Quantum membrane fabrication
To make the QMs, indium arsenide is grown in a GaSb and AlGaSb substrate. Then the top layer is made into the required shape and the bottom layer is etched away. The remaining indium arsenide layer is then moved to whichever substrate is desired to make the final product.
In addition to adding a new material to the bank available to researchers in using semiconductor materials, the results of this work also provide insight into how structurally confined materials work which could lead to more materials with truly unique properties. The electrical properties of the material indicate that electron mobility does not depend on the field that was applied, except in the case of very high fields, which is quite different from conventional semiconductors.
Investigations have been carried out on the dominant role of quantum confinement in the field-effect device properties of free-standing InAs nano membranes with thicknesses varying from 5–50 nm.
Optical absorption studies were also performed by transferring InAs “quantum membranes” (QMs) onto transparent substrates, from which the quantized sub-bands are directly visualized.
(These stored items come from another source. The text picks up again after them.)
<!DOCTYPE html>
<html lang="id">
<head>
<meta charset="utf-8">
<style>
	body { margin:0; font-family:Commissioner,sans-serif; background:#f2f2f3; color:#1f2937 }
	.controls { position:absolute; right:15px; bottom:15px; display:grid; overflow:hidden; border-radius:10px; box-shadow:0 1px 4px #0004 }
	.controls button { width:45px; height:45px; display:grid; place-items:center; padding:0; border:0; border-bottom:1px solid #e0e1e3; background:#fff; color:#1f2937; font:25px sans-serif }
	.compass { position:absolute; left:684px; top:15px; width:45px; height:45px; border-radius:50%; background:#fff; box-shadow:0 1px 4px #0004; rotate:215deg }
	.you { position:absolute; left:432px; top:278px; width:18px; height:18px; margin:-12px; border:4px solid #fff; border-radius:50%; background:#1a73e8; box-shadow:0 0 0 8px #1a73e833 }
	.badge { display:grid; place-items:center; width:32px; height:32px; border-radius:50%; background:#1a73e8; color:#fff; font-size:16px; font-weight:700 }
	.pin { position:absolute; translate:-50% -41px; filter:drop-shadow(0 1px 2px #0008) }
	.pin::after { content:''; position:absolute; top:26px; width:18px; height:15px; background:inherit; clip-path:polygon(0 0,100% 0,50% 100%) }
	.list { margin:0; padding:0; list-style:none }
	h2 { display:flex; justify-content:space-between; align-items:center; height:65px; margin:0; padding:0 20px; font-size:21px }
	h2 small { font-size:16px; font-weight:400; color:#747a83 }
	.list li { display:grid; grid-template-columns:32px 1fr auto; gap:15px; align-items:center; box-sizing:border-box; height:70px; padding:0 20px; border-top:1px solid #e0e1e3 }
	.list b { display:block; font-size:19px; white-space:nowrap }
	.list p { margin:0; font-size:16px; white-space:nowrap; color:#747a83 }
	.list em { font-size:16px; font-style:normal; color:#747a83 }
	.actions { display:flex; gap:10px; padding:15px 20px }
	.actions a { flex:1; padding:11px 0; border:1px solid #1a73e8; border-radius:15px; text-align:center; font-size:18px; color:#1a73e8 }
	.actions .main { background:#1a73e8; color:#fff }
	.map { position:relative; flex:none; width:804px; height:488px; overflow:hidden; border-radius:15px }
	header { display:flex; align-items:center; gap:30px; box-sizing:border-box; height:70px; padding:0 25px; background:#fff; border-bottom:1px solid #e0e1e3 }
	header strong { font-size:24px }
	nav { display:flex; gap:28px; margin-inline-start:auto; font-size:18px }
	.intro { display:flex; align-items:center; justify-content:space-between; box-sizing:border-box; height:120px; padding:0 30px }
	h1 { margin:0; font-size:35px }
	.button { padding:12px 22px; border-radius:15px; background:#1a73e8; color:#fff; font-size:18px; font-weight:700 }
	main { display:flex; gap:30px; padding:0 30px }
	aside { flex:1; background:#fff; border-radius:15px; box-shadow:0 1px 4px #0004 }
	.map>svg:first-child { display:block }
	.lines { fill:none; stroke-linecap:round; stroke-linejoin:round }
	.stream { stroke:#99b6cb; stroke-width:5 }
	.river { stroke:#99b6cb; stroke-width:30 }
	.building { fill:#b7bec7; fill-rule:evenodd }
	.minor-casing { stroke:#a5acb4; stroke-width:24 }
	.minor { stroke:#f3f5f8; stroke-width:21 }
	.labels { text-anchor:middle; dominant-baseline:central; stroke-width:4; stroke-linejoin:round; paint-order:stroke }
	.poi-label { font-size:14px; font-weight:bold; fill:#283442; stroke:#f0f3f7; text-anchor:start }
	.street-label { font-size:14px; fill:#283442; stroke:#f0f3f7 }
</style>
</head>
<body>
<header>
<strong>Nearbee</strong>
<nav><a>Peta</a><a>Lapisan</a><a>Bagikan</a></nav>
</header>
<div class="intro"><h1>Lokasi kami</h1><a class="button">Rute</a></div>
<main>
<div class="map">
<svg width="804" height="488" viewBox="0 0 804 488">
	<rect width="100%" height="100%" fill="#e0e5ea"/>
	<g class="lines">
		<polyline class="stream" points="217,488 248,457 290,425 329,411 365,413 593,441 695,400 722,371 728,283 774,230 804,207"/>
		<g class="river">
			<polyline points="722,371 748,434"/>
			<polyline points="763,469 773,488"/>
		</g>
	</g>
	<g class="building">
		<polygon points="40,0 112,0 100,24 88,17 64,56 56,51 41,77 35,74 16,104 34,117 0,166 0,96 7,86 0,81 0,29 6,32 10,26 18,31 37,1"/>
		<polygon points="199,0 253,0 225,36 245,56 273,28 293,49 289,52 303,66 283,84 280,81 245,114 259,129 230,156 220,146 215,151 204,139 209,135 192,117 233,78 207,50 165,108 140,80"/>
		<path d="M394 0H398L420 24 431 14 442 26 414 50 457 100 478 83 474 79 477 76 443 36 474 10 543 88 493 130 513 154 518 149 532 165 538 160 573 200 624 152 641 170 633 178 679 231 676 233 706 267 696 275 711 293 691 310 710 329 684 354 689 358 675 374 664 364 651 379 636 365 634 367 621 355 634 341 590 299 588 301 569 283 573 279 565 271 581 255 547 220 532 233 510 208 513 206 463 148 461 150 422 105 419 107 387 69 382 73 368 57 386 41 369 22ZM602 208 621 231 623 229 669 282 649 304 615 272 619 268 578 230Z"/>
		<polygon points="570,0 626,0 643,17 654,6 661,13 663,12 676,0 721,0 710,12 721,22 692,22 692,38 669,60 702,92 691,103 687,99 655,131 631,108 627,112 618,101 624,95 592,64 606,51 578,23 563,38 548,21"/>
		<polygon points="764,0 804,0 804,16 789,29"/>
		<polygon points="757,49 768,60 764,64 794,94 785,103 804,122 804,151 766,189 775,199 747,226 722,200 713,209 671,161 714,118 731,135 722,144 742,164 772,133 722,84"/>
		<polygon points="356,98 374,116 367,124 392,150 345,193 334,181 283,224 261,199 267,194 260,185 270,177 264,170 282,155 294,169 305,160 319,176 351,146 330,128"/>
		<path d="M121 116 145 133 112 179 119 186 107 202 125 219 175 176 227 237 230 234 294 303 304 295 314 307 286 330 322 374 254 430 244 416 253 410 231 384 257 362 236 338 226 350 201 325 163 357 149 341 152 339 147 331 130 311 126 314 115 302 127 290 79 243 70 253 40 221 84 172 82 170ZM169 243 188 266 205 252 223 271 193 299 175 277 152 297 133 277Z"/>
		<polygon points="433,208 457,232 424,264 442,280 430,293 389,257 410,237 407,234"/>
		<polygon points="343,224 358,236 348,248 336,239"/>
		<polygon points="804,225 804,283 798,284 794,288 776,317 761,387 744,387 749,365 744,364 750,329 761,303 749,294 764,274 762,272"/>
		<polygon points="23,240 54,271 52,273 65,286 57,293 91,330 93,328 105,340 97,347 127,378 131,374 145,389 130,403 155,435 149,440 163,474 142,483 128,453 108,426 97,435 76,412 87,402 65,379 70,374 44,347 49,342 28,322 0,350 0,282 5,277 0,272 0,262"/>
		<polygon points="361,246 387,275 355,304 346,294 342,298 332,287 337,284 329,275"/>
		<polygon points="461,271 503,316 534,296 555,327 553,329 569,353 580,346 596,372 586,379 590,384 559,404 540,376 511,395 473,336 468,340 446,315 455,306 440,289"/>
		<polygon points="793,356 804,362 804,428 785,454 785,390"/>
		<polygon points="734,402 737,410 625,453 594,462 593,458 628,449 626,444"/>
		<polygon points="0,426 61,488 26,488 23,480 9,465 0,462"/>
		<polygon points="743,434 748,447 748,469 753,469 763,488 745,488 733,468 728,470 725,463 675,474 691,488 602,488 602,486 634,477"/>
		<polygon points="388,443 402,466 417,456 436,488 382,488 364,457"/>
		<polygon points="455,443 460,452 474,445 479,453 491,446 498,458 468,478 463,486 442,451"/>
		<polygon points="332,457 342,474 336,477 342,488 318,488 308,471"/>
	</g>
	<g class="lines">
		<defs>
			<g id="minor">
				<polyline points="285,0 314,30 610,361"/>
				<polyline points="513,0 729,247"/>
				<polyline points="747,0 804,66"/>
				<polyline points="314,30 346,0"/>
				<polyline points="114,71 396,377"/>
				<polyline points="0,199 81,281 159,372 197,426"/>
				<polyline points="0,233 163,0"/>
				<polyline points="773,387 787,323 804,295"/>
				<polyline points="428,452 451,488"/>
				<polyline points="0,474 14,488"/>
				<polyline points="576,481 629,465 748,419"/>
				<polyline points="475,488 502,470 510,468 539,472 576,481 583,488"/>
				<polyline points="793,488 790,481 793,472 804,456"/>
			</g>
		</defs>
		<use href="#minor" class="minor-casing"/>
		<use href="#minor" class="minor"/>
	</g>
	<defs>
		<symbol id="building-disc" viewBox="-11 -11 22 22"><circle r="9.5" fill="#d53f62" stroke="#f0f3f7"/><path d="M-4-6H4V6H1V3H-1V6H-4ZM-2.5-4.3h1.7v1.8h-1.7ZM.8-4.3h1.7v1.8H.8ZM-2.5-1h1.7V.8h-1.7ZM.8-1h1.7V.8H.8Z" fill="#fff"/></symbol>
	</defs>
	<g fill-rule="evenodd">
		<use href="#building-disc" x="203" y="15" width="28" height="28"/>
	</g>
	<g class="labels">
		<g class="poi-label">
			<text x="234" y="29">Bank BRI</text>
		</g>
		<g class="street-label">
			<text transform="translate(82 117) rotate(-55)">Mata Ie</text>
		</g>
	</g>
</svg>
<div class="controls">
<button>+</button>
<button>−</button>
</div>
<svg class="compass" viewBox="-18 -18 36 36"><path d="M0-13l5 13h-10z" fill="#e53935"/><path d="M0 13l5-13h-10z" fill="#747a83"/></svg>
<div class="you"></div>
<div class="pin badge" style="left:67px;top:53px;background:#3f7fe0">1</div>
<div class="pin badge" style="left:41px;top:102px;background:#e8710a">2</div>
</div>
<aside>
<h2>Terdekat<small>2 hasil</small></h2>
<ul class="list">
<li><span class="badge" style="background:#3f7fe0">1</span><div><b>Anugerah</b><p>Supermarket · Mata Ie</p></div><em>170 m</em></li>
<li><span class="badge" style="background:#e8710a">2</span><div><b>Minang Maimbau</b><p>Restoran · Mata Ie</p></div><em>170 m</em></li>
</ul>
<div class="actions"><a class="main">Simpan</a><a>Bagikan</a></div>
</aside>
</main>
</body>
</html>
It was observed by the researchers that these sub-bands determine the contact resistance of the system with the experimental values consistent with the expected number of quantum transport modes available for a given thickness. Also, the effective electron mobility of InAs QMs is shown to exhibit anomalous field and thickness dependences that are in distinct contrast to the conventional MOSFET models, arising from the strong quantum confinement of carriers. The researchers claim that results provide an important advance toward establishing the fundamental device physics of two-dimensional semiconductors.